This has been on my mind for a while, so I’ll throw it out there for people to discuss. Sometimes a non-agent can introduce topics that the real estate community may be uncomfortable in discussing with their clients. So, here goes…..
The topic: Is this lousy news for sellers just the spice to get them to realize that the white- hot markets of 2005-2007 are long gone?
Price reductions have been taking place for sometime. Months and months. But, many have been token reductions and the conversations I hear and read on blogs is that, in some instances, resistance has been fairly strong.
What good does it do when a seller who reduces a price by $3K on a $650,000 listing that has been languishing on the market for months? If today, after weeks of small incremental reductions, the listing is priced at $550,000, there is no agent on earth representing a buyer that will take it seriously. Especially after seeing the price reductions go on and on for months. I don’t know who is torturing who: the homeowner doing this practice or an agent who can’t pull the plug on the listing? I’ve heard that not taking a listing is not in the DNA of agents (I’m teasing of course.)
I know of some agents who have broken their backs and have spent a lot of money on listings only for the seller to eventually pull the plug on the listing out of frustration. And then, (drum roll please) have the $500K+ listing end up renting for under $2000.00/mo. Any sellers out there understand the rent-to-price ratio relationship over the history of residential real estate? Now, on the other hand, many of today’s agents have little experience in working through a correction and pricing and marketing a home effectively. If we are honest, there was not a lot to do in a white-hot market to generate the offer: place the listing on the NWMLS and arrange a time with the seller to accept multiple offers. I hear some were even nice enough to offer coffee and pastries to the agents sitting in cars outside of a property waiting for their turn to submit their offer. How times have changed.
I have seen a couple of examples of the substandard work ethic and marketing in my neck of the woods in Snohomish Co: outrageously poor marketing, only to have another professional agent come to the rescue and have a successful sale. Good for that agent and good for the seller to recognize when a change is needed.

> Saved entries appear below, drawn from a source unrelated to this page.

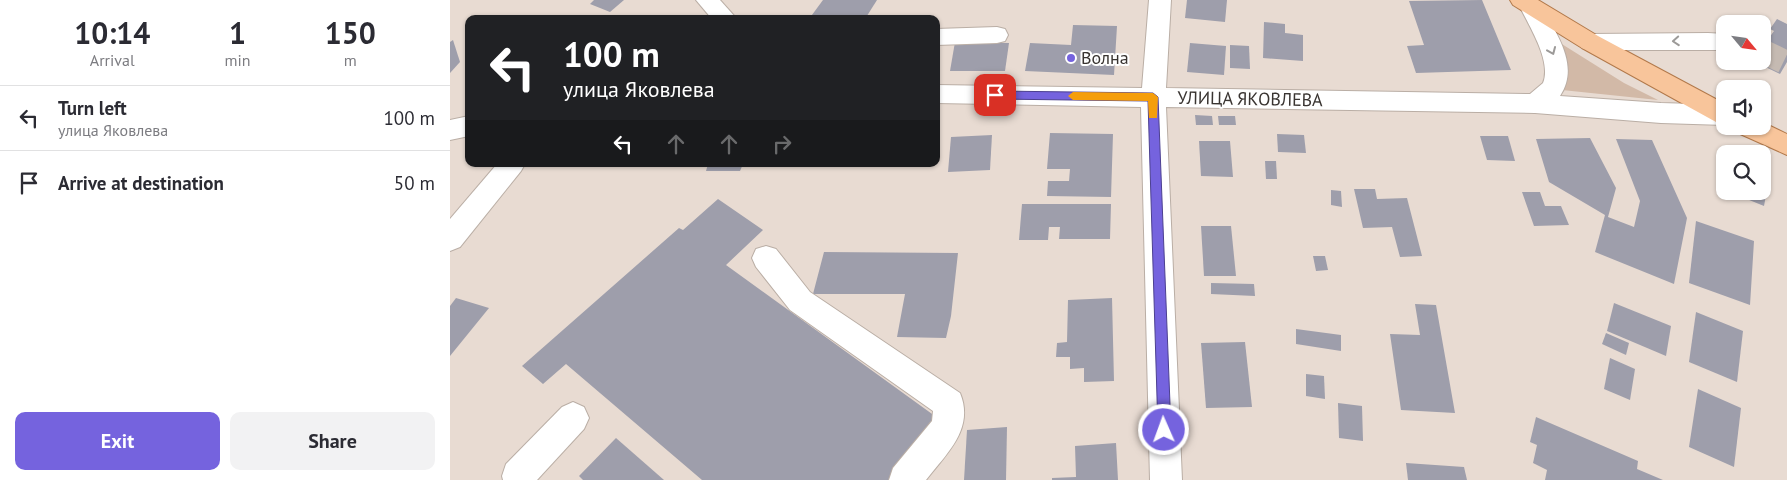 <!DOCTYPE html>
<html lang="en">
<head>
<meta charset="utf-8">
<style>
  body { margin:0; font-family:"PT Sans",sans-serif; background:#f2f2f3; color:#2b2b33; height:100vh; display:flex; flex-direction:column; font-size:19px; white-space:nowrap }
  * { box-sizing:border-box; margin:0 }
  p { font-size:16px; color:#7c7c81 }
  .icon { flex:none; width:28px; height:28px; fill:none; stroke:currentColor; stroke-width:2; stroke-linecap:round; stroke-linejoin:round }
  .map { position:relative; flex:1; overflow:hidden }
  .panel { display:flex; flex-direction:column; background:#fff; width:450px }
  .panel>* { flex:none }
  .hud { position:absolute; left:15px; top:15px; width:475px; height:152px; border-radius:10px; box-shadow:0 1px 4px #0004; background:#202124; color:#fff; overflow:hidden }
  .needle { width:32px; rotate:119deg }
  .controls { position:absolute; left:1266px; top:15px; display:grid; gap:10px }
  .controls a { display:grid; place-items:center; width:55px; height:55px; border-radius:10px; background:#fff; box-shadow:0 1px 4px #0004; font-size:25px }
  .pin { position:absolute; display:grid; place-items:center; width:42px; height:42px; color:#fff; margin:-21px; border-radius:10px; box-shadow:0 2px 8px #0006 }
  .me { position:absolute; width:55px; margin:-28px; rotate:358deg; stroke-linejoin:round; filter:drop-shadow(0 0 4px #0008) }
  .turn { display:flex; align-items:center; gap:18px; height:105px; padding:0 15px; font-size:22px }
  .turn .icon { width:65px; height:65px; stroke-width:2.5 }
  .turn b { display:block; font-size:35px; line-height:42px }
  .lanes { display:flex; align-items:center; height:48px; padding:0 15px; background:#0003; justify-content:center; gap:25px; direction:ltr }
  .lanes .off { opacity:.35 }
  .eta { display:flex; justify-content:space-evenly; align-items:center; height:85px; text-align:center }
  .eta b { font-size:30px; font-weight:600; line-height:35px }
  .cta { display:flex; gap:10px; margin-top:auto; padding:10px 15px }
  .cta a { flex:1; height:58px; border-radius:10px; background:#7563de; color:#fff; font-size:20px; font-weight:600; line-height:58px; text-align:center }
  .cta a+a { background:#f2f2f3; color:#2b2b33 }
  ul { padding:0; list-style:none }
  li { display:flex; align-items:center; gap:15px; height:65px; padding:0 15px; border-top:1px solid #e1e1e2 }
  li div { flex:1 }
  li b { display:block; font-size:19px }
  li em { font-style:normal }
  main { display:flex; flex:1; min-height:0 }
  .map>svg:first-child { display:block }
</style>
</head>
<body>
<main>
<section class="panel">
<div class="eta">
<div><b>10:14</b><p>Arrival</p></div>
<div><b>1</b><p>min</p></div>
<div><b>150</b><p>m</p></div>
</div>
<ul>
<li><svg class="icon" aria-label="left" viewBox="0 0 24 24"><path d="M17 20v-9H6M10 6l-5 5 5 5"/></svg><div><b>Turn left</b><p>улица Яковлева</p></div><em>100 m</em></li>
<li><svg class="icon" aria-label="arrive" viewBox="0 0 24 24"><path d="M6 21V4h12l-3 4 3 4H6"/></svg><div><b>Arrive at destination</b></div><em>50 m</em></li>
</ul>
<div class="cta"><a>Exit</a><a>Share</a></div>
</section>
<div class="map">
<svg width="1337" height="480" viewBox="0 0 1337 480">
  <rect width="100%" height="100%" fill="#e8dbd2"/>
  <path fill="#d2b9a7" d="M1107,41L1174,83L1208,100L1112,90C1123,69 1118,61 1107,41Z"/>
  <g fill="#9e9eab">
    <polygon points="144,0 174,0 160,12 140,4"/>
    <polygon points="373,0 427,0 415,19 359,19"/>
    <polygon points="737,0 777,0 775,22 735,18"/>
    <polygon points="1032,0 1061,70 966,73 957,46 974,45 959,1"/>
    <polygon points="1327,19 1337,24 1337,62 1330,74 1303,61 1312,61 1312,48 1324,31 1320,29"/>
    <polygon points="814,22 835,24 835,33 853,35 853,61 813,58"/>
    <polygon points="623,25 667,26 664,75 575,71 580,43 621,45"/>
    <polygon points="3,40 10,62 0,73 0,42"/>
    <polygon points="505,42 559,43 555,71 500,71"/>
    <polygon points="740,43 776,46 774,75 737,72"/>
    <polygon points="780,45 799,46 800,69 780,68"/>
    <polygon points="745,115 762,116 763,125 746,125"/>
    <polygon points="768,116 785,116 786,125 769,125"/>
    <polygon points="600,133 663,134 661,197 597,196 598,181 619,181 620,169 597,169"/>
    <polygon points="827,134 854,135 856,153 828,152"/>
    <polygon points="542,135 540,170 498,172 501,137"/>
    <polygon points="1030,136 1058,136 1065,161 1037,160"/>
    <polygon points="1140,138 1166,188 1158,217 1184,227 1190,201 1166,139 1202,140 1237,218 1224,284 1145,252 1155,215 1099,182 1086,139"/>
    <polygon points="749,141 780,141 783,177 751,176"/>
    <polygon points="815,161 826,161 827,179 816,179"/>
    <polygon points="258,164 293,164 290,171 256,171"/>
    <polygon points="1272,172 1275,173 1275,190 1269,188"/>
    <polygon points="1312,188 1317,190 1314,206 1277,191 1312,191"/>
    <polygon points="904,189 925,189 927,199 957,198 972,256 950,257 942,227 913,228"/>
    <polygon points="881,190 891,191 892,207 881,205"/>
    <polygon points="1072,192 1090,192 1095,206 1111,206 1119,225 1084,226"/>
    <polygon points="268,199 313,230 276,265 489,419 440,480 252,480 116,364 93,384 72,366 229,228 233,230"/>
    <polygon points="572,204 661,204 660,239 609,239 610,227 599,227 598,240 569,240"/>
    <polygon points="1246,221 1304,241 1300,305 1239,283"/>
    <polygon points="751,226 781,226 786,276 754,276"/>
    <polygon points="374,252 508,253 501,316 496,338 447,337 455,294 363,294"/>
    <polygon points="863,256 875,256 878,270 866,271"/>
    <polygon points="761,283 804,284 805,296 761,294"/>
    <polygon points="6,298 39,308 0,356 0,306"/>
    <polygon points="662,298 664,381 634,382 634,368 620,369 620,357 606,357 607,343 617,342 618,300"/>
    <polygon points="1164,303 1221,326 1216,356 1157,331"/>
    <polygon points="965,304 986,305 1005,413 951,410 940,334 970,335"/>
    <polygon points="1246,312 1293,331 1287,382 1239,362"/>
    <polygon points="846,329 891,335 891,351 846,344"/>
    <polygon points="1156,333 1179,343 1176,355 1152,344"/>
    <polygon points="795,342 802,407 756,408 751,343"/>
    <polygon points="1160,358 1185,369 1180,400 1154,389"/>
    <polygon points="856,374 874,376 875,399 856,396"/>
    <polygon points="1248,389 1291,408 1284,467 1239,447"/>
    <polygon points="888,403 912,406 913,441 889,438"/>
    <polygon points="1086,417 1188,461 1187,469 1213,480 1095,480 1097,470 1083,463 1087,445 1080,442"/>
    <polygon points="557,427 556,480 514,480 517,430"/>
    <polygon points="166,438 214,480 133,480 129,476"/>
    <polygon points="666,443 668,480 602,480 602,478 626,477 625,446"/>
    <polygon points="956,463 1014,467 1017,480 958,480"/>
  </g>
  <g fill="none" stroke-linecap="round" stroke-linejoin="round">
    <polyline stroke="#c5bab2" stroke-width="24" stroke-dasharray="24 12" stroke-linecap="butt" points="1312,51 1337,63"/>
    <g stroke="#baaea5" stroke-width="2">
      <g id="minor">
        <polygon points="246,0 270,0 287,19 262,19"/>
        <path d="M699,0H721L716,88L1080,94L1093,83C1102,61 1079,26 1070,7L1073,1H1089L1092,7C1107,35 1130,66 1110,96L1211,103L1275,105V125L1211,123L1085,113L716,107L732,480H700L691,107L486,103V85L692,88Z"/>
        <polygon points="547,27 555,29 558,35 555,41 547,43 486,45 486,29"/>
        <polygon points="1258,33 1275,34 1275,50 1140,50 1132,48 1128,42 1132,36 1140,34"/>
        <polygon points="19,116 19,136 0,140 0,120"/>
        <polygon points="47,164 75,164 71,171 10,247 0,251 0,219"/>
        <path d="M316,246L326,249L360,292L510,393C525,429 496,454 476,480H439L443,468L482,421L483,411L340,310L306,267L302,258L306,249Z"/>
        <polygon points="123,402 134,407 139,418 134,429 87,480 53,480 52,476 56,464 112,407"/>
      </g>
    </g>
    <g stroke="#b2794b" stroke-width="2">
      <g id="major">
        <polygon points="1060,0 1088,0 1148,36 1275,104 1275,125 1266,122 1132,48 1063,5"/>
        <polygon points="1312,122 1337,134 1337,155 1288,133 1285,126 1312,126"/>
      </g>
    </g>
    <use href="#minor" fill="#fff" fill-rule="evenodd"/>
    <use href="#major" fill="#f8c59b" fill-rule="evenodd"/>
  </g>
  <defs><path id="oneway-chevron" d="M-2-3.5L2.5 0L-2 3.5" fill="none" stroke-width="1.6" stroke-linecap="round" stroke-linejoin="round" transform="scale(1.25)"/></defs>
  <g stroke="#9c9a98">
    <use href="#oneway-chevron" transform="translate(1226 41) rotate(176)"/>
    <use href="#oneway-chevron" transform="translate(1102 51) rotate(67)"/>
  </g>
  <polygon fill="#7563de" stroke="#4c4090" points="545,91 703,93 708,97 721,430 719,435 714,437 709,435 708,430 698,101 545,99 540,95"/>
  <polygon fill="#f59e0b" points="623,92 703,93 708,97 707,118 699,118 698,101 623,100 618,96"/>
  <circle fill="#7563de" stroke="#fff" stroke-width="2" cx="621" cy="58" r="5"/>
  <g text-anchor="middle" stroke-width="4" stroke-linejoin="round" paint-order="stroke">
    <g font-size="18" fill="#393431" stroke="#fff" text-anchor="start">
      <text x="631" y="64">Волна</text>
    </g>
    <g font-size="18" fill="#393431" stroke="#fff">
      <text transform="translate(800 99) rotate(1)" y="6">УЛИЦА ЯКОВЛЕВА</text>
    </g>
  </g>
</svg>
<div class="controls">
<a><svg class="needle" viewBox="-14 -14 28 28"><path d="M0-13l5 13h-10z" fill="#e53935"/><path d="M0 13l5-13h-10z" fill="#7c7c81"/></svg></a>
<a><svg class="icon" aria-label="sound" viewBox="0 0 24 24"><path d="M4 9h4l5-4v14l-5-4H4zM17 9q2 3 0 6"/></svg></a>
<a><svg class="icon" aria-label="search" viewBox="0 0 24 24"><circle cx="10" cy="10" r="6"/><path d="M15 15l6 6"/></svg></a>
</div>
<div class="pin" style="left:545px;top:95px;background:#d93025"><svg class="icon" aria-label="arrive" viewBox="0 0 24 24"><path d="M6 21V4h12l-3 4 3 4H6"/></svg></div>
<svg class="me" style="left:714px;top:430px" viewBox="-20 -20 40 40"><circle r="17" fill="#7563de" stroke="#fff" stroke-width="3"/><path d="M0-11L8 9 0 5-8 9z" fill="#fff"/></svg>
<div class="hud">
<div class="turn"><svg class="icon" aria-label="left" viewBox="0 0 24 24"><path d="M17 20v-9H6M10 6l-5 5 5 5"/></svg><div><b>100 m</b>улица Яковлева</div></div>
<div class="lanes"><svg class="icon" aria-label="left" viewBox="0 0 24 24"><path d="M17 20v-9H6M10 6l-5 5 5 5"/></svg><svg class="icon off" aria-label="ahead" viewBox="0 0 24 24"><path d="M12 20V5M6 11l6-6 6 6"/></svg><svg class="icon off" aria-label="ahead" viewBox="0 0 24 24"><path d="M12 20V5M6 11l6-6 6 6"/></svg><svg class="icon off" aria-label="right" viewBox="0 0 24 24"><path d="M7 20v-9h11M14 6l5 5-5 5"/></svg></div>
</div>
</div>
</main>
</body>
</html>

Will agents bring the Seattle Times clipped article to listing presentations? When is real estate bad news good for moving sellers in the right direction and getting the market moving? Perhaps today. Or, maybe we still have a long way to go in understanding how damaging the excesses of next to zero lending standards will turn out to be and the artificial appreciation it fostered.
PS. Those who are currently in the market to buy should be in conversations with your loan officers regarding the recent drop in interest rates. Just today, our office is hearing that there are 30 yr fixed rates at 5.5% at par, some even indicating a small rebate at that rate. Consult with your loan officer.